→ EXERCISE:
Whenever the string "Callander" turns up in a line of the data below, copy that line.

(Collected data entries)
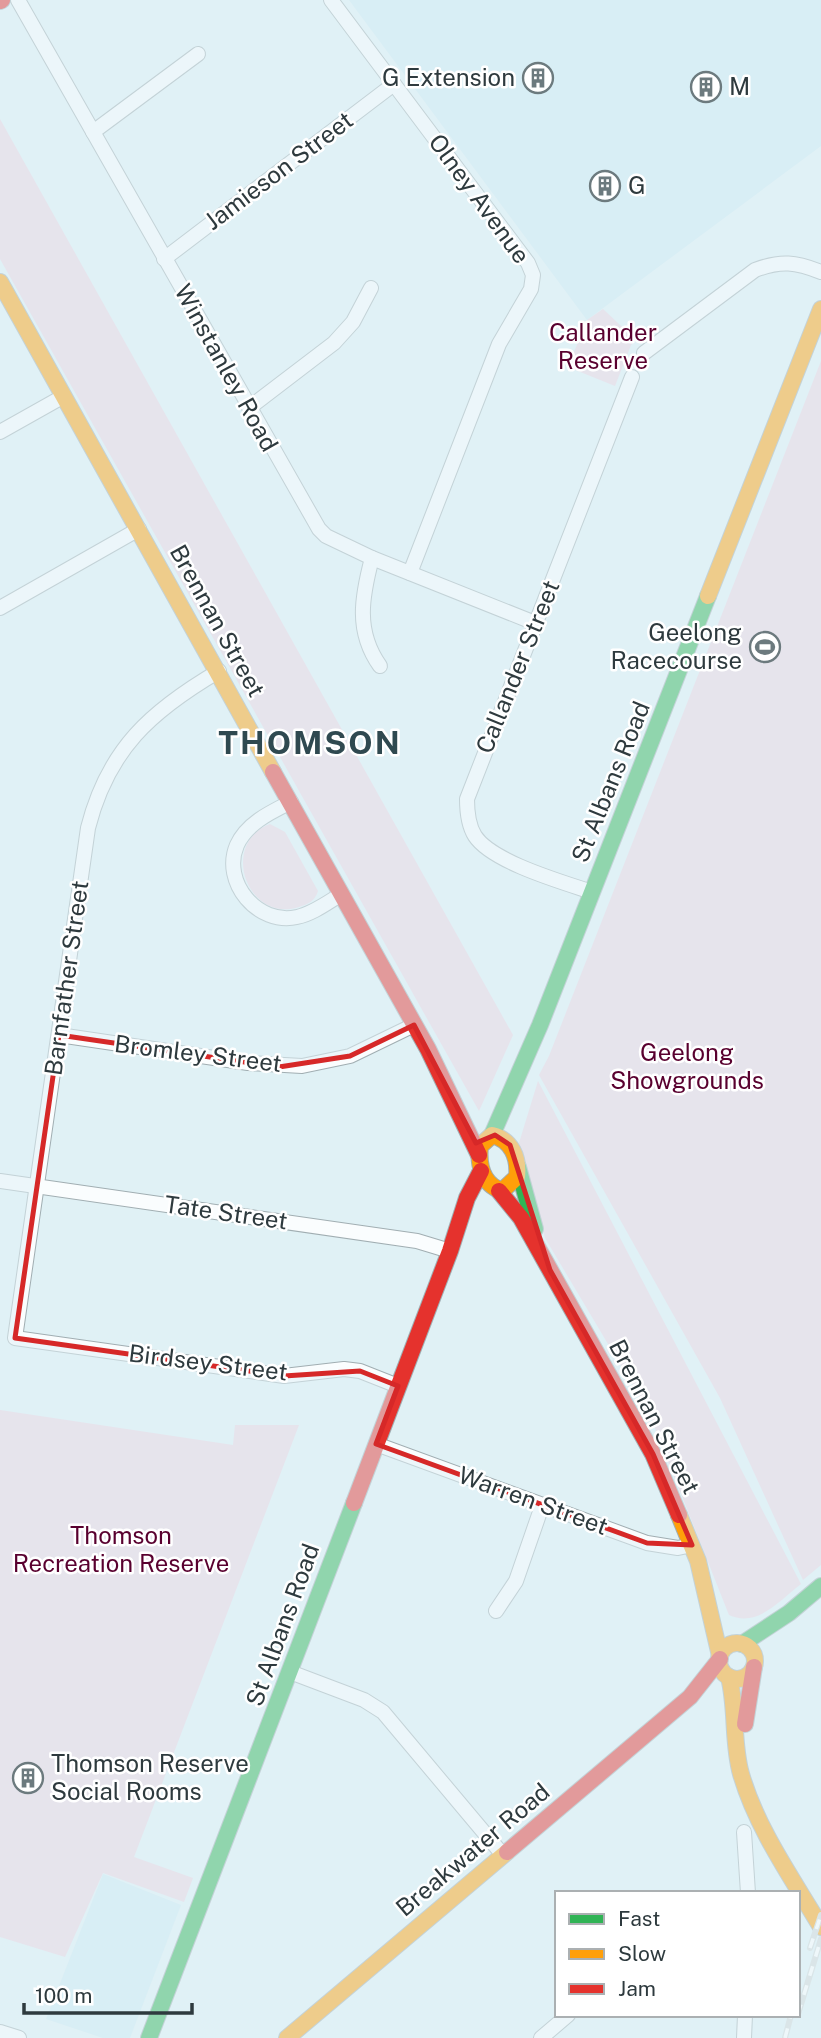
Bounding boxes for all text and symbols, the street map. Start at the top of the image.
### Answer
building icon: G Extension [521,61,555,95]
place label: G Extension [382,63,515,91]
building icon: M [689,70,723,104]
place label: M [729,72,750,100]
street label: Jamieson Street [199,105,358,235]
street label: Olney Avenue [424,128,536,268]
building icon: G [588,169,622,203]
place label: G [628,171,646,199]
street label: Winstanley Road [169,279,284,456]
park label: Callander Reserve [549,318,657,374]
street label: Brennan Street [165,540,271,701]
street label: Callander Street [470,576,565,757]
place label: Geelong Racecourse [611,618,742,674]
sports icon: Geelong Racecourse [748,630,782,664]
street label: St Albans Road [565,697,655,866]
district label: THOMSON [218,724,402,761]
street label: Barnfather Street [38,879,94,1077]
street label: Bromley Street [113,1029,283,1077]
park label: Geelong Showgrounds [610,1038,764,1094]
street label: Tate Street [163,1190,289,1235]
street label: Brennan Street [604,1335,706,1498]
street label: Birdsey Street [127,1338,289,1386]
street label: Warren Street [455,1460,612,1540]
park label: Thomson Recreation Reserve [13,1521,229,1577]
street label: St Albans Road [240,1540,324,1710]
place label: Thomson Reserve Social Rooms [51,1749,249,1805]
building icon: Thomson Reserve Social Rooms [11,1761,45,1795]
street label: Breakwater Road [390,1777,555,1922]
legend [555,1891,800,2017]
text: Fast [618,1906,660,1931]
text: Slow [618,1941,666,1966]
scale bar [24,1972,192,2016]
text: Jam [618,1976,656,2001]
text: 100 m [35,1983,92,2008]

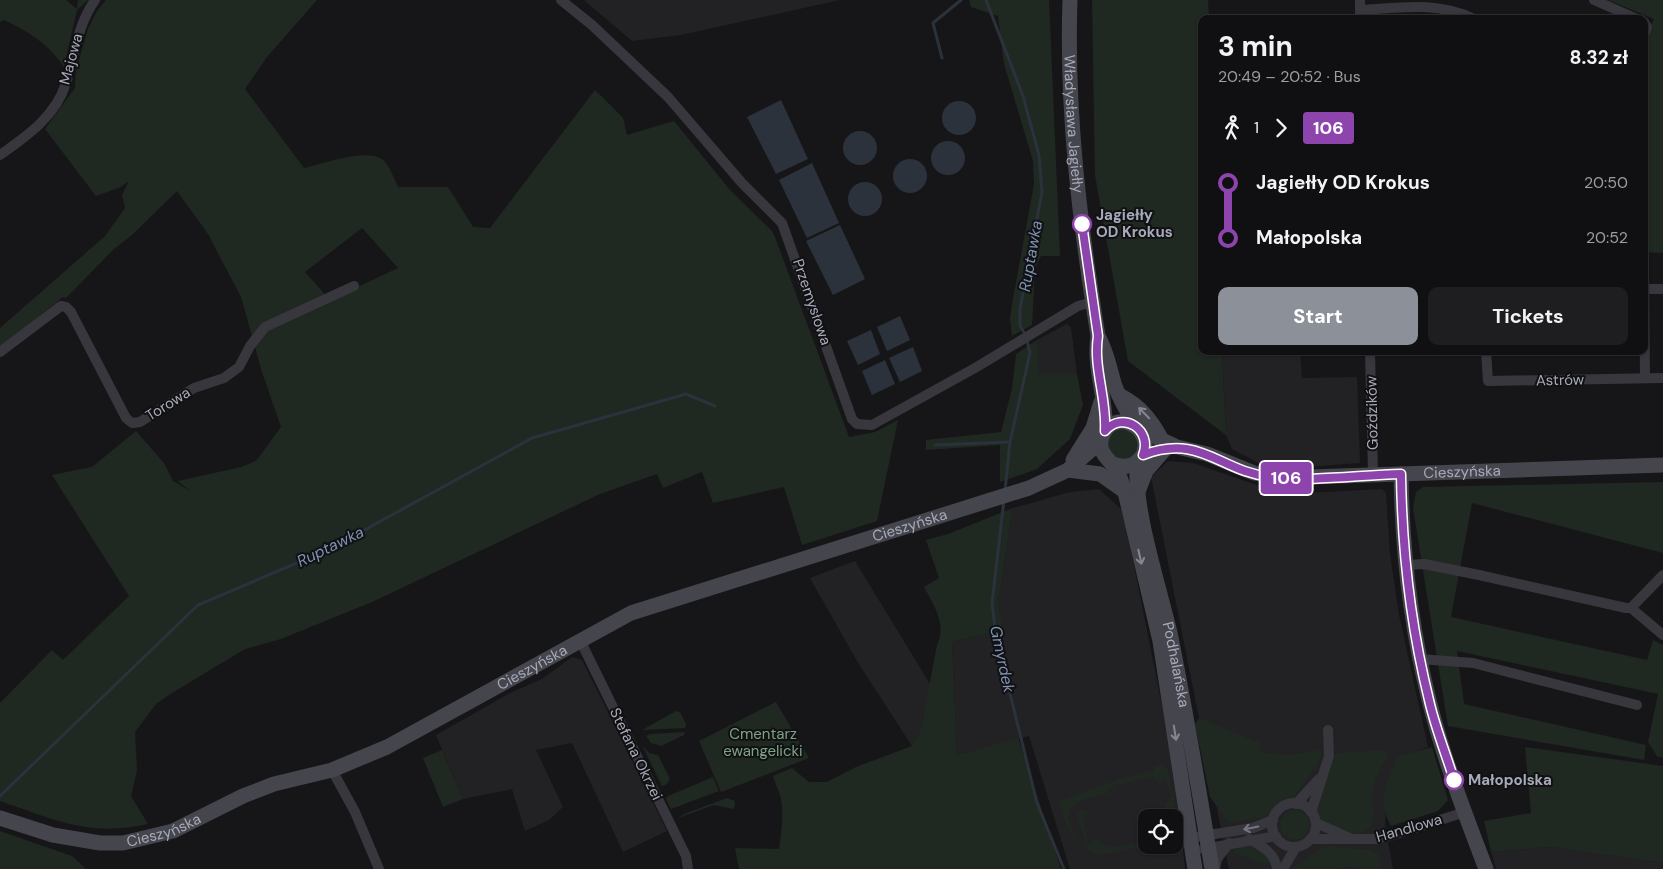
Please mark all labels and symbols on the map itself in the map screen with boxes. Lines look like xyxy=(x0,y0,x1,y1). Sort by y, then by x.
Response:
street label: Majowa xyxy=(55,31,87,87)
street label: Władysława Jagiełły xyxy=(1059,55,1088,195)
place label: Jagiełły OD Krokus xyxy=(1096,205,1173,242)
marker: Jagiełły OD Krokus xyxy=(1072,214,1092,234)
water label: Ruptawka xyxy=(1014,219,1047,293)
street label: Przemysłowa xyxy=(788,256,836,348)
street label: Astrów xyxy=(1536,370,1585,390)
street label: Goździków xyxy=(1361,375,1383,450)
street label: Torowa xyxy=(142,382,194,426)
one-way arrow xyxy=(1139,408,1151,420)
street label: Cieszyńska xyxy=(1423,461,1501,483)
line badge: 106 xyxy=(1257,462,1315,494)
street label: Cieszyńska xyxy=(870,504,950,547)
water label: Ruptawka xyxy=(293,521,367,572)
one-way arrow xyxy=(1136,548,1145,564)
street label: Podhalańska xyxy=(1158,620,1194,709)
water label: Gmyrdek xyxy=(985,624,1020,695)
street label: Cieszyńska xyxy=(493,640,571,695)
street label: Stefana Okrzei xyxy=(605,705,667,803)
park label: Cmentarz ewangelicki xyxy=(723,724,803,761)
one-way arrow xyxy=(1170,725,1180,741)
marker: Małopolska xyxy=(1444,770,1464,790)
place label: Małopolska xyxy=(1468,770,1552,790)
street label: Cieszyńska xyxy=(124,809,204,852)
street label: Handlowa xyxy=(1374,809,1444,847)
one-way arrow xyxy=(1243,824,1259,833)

→ EXERCISE RESULT:
park label: Callander Reserve [549,318,657,374]
street label: Callander Street [470,576,565,757]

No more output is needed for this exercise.